Your task:
Each line from the first entry to the line with "1px #777c85) drop-shadow(0", both included, is to be returned unchanged, with any pictures dropped.

Records to use:
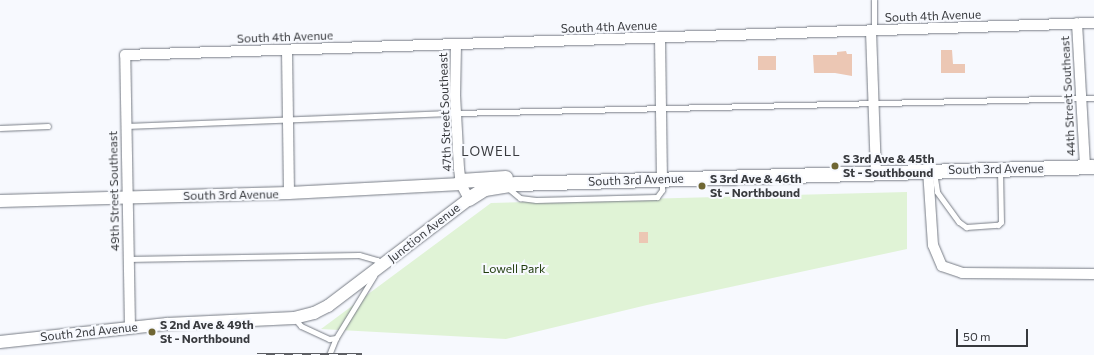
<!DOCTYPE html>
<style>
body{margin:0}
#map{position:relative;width:1094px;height:355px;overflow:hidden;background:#f7f9fe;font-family:Commissioner,sans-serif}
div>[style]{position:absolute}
.green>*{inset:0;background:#e0f3d6}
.building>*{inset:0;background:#ecc7b4;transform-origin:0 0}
.roads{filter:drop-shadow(0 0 1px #777c85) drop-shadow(0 0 1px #777c85)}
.service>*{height:5px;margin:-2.5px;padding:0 2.5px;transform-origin:2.5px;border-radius:2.5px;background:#fff}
.minor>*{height:10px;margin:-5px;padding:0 5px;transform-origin:5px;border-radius:5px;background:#fff}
.tertiary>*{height:12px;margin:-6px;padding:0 6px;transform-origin:6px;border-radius:6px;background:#fff}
.secondary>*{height:14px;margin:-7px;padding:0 7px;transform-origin:7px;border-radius:7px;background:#fff}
.rail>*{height:4.5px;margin-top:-2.25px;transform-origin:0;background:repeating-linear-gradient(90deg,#f7f9fe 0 9px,#5d5f64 0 18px);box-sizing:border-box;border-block:1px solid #5d5f64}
.dots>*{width:11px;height:11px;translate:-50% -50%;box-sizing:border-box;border:2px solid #f7f9fe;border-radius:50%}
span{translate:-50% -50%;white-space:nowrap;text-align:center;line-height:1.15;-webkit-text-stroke:4px #f7f9fe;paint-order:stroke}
.street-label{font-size:12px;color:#383a3e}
.poi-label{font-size:12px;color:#383a3e;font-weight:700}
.left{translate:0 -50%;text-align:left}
.park-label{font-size:12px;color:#203c0d}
.neighbourhood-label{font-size:13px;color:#383a3e;letter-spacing:1px}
.scale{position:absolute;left:956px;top:329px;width:72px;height:18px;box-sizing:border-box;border:2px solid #383a3e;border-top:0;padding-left:5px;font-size:12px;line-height:14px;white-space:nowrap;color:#383a3e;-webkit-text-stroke:3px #f7f9fe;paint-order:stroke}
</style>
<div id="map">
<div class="green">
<i style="clip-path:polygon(907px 192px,907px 249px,647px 305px,506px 339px,321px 329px,491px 203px)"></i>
</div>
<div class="building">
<i style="clip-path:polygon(941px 50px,952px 50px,953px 64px,965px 64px,965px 73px,941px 73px)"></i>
<i style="clip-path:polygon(846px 51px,847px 54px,852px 54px,852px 76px,835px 73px,814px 73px,813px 55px,837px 55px,837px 52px)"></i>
<i style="left:758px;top:56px;width:18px;height:14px"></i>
<i style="left:639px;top:232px;width:9px;height:11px"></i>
</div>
<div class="roads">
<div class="service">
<i style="left:874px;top:0;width:31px;rotate:90deg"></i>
<i style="left:126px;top:126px;width:330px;rotate:-2.3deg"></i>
<i style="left:456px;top:113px;width:638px;rotate:-1.35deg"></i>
<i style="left:0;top:128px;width:48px;rotate:-2.4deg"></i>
<i style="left:934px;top:172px;width:20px;rotate:81deg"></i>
<i style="left:937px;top:192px;width:37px;rotate:54deg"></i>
<i style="left:959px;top:222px;width:9px;rotate:36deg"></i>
<i style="left:966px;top:227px;width:32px;rotate:-4deg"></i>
<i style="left:998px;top:225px;width:4px;rotate:-45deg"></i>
<i style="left:1001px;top:222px;width:52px;rotate:-91.1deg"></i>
<i style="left:508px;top:188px;width:16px;rotate:40deg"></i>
<i style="left:520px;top:198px;width:16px;rotate:7deg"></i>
<i style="left:536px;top:200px;width:121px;rotate:-1.4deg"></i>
<i style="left:657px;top:197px;width:9px;rotate:-54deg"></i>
<i style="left:662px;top:190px;width:9px;rotate:-90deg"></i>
<i style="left:127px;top:259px;width:232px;rotate:-1deg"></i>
<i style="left:359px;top:255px;width:19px;rotate:16deg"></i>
<i style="left:377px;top:260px;width:8px;rotate:76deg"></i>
<i style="left:295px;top:319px;width:9px;rotate:49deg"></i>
<i style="left:301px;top:326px;width:31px;rotate:25deg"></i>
<i style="left:329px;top:339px;width:7px;rotate:-8deg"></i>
<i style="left:336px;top:338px;width:73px;rotate:-58.5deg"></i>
<i style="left:329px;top:355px;width:18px;rotate:-68deg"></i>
</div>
<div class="minor">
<i style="left:1077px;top:23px;width:144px;rotate:86.8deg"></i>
<i style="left:871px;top:31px;width:141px;rotate:88deg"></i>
<i style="left:660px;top:38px;width:141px;rotate:89.2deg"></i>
<i style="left:456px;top:45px;width:50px;rotate:91.1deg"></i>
<i style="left:455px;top:95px;width:74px;rotate:86.9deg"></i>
<i style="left:459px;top:169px;width:15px;rotate:82deg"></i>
<i style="left:461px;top:184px;width:17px;rotate:62deg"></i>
<i style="left:287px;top:50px;width:143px;rotate:89.2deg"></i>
<i style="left:928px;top:170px;width:75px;rotate:86.2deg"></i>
<i style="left:933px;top:245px;width:23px;rotate:67deg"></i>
<i style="left:942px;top:266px;width:21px;rotate:19deg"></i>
<i style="left:962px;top:273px;width:132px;rotate:0.4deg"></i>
<i style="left:130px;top:328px;width:273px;rotate:-91deg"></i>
<i style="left:125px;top:55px;width:970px;rotate:-1.89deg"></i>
</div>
<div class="tertiary">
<i style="left:0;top:201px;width:289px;rotate:-1.6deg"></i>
<i style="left:289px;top:193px;width:172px;rotate:-3deg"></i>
<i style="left:0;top:342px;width:168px;rotate:-6.2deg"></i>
<i style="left:167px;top:324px;width:127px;rotate:-2.7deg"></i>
<i style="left:294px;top:318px;width:21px;rotate:-14deg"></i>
<i style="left:314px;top:313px;width:16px;rotate:-27deg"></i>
<i style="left:328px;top:306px;width:177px;rotate:-37.2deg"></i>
</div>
<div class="secondary">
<i style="left:461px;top:181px;width:45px;rotate:-3.8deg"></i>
<i style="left:469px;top:199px;width:19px;rotate:-32deg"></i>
<i style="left:485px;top:189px;width:31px;rotate:-9deg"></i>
<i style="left:516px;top:184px;width:578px;rotate:-1.68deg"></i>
</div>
</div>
<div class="rail">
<i style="left:257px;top:355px;width:105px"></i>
</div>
<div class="dots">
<i style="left:835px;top:166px;background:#6f6633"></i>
<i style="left:702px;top:186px;background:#6f6633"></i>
<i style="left:152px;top:332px;background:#6f6633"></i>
</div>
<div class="street-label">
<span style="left:933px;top:16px;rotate:-2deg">South 4th Avenue</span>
<span style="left:609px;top:27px;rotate:-2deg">South 4th Avenue</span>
<span style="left:285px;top:37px;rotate:-2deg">South 4th Avenue</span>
<span style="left:1068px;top:96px;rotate:-93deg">44th Street Southeast</span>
<span style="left:445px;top:112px;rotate:-92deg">47th Street Southeast</span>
<span style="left:996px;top:169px;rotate:-1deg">South 3rd Avenue</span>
<span style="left:636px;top:180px;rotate:-2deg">South 3rd Avenue</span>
<span style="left:114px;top:191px;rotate:-91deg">49th Street Southeast</span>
<span style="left:231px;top:195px;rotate:-1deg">South 3rd Avenue</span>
<span style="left:424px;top:233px;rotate:-38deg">Junction Avenue</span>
<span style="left:89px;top:332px;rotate:-6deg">South 2nd Avenue</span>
</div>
<div class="poi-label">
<span class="left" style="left:843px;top:166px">S 3rd Ave &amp; 45th<br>St - Southbound</span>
<span class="left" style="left:710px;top:186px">S 3rd Ave &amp; 46th<br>St - Northbound</span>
<span class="left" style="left:160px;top:332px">S 2nd Ave &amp; 49th<br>St - Northbound</span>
</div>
<div class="park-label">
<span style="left:514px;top:269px">Lowell Park</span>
</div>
<div class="neighbourhood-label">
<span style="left:491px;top:151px">LOWELL</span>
</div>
<div class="scale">50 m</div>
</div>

Answer to the problem:
<!DOCTYPE html>
<style>
body{margin:0}
#map{position:relative;width:1094px;height:355px;overflow:hidden;background:#f7f9fe;font-family:Commissioner,sans-serif}
div>[style]{position:absolute}
.green>*{inset:0;background:#e0f3d6}
.building>*{inset:0;background:#ecc7b4;transform-origin:0 0}
.roads{filter:drop-shadow(0 0 1px #777c85) drop-shadow(0 0 1px #777c85)}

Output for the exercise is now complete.